Your answer must be the records below, given again exactly, with no pictures in it.

Dataset entries
****************
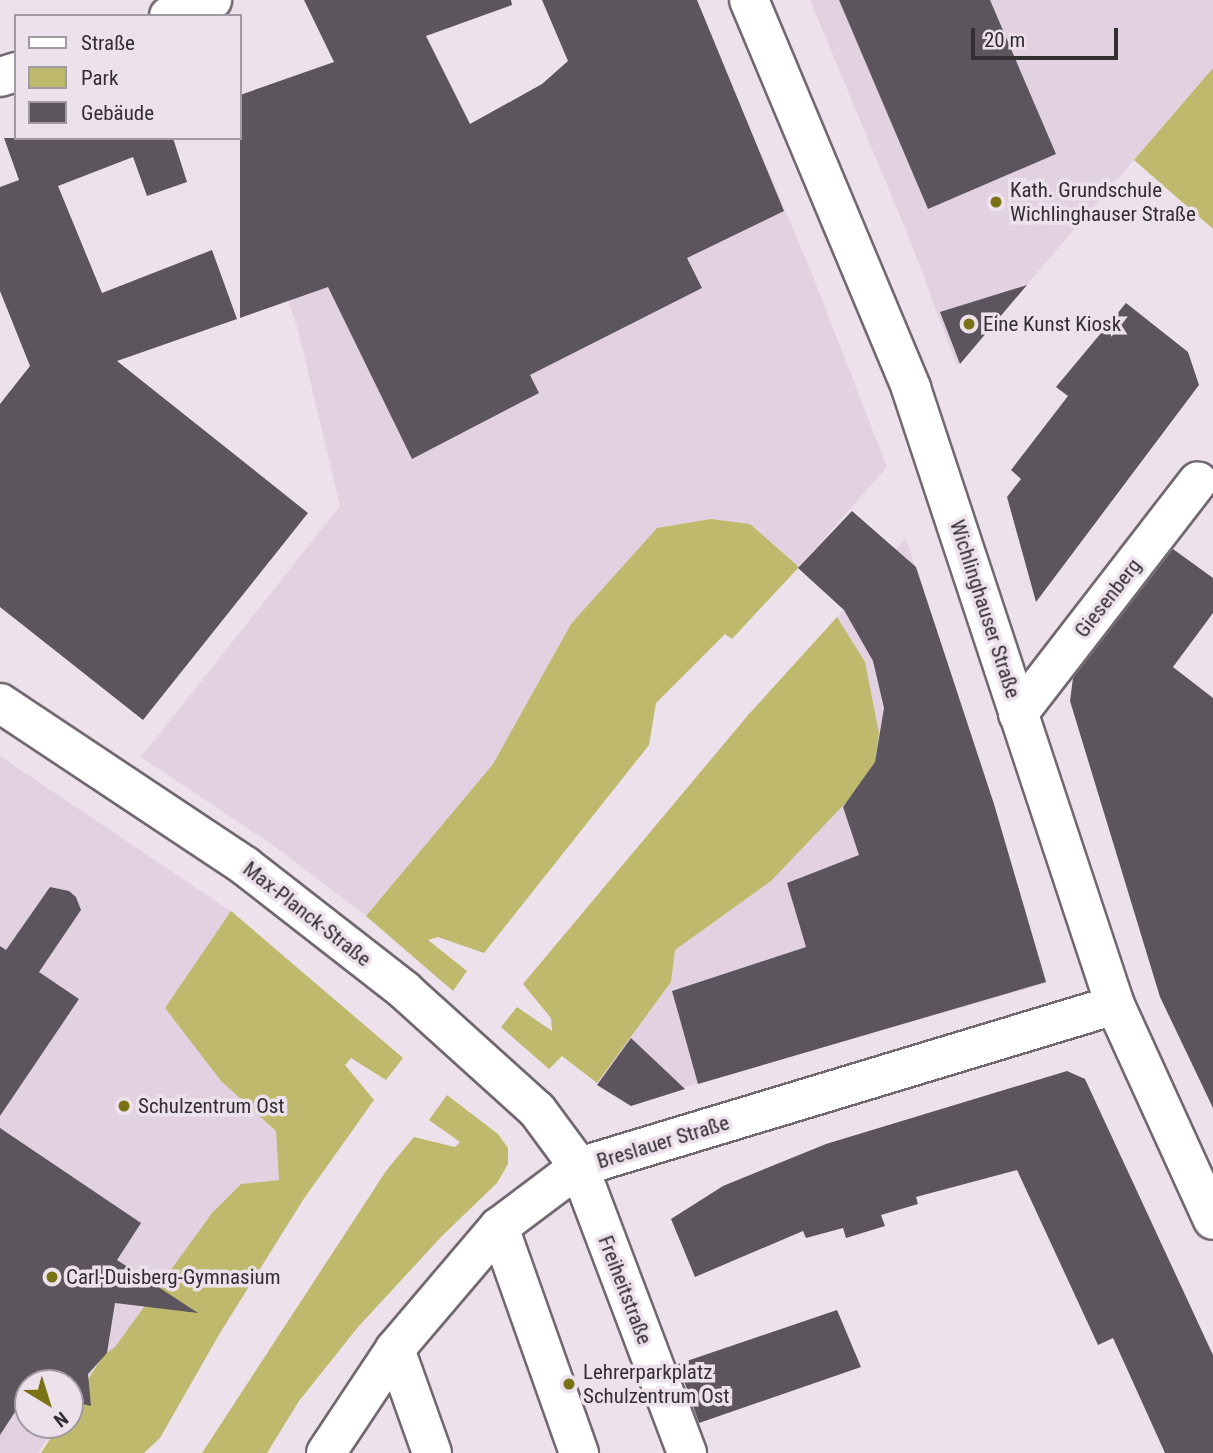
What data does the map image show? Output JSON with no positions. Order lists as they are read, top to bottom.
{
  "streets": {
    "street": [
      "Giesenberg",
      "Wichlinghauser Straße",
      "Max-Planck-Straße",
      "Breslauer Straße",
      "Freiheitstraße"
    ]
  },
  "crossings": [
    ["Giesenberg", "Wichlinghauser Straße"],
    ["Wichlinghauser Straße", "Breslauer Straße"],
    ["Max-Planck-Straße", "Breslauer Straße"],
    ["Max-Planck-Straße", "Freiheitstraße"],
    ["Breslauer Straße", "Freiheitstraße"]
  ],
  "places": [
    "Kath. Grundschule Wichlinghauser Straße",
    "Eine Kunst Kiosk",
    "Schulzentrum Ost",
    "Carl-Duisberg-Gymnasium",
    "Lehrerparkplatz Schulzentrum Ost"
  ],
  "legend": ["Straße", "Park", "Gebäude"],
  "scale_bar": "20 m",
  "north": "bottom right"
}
****************
ANSWER TO THE PROBLEM:
What data does the map image show? Output JSON with no positions. Order lists as they are read, top to bottom.
{
  "streets": {
    "street": [
      "Giesenberg",
      "Wichlinghauser Straße",
      "Max-Planck-Straße",
      "Breslauer Straße",
      "Freiheitstraße"
    ]
  },
  "crossings": [
    ["Giesenberg", "Wichlinghauser Straße"],
    ["Wichlinghauser Straße", "Breslauer Straße"],
    ["Max-Planck-Straße", "Breslauer Straße"],
    ["Max-Planck-Straße", "Freiheitstraße"],
    ["Breslauer Straße", "Freiheitstraße"]
  ],
  "places": [
    "Kath. Grundschule Wichlinghauser Straße",
    "Eine Kunst Kiosk",
    "Schulzentrum Ost",
    "Carl-Duisberg-Gymnasium",
    "Lehrerparkplatz Schulzentrum Ost"
  ],
  "legend": ["Straße", "Park", "Gebäude"],
  "scale_bar": "20 m",
  "north": "bottom right"
}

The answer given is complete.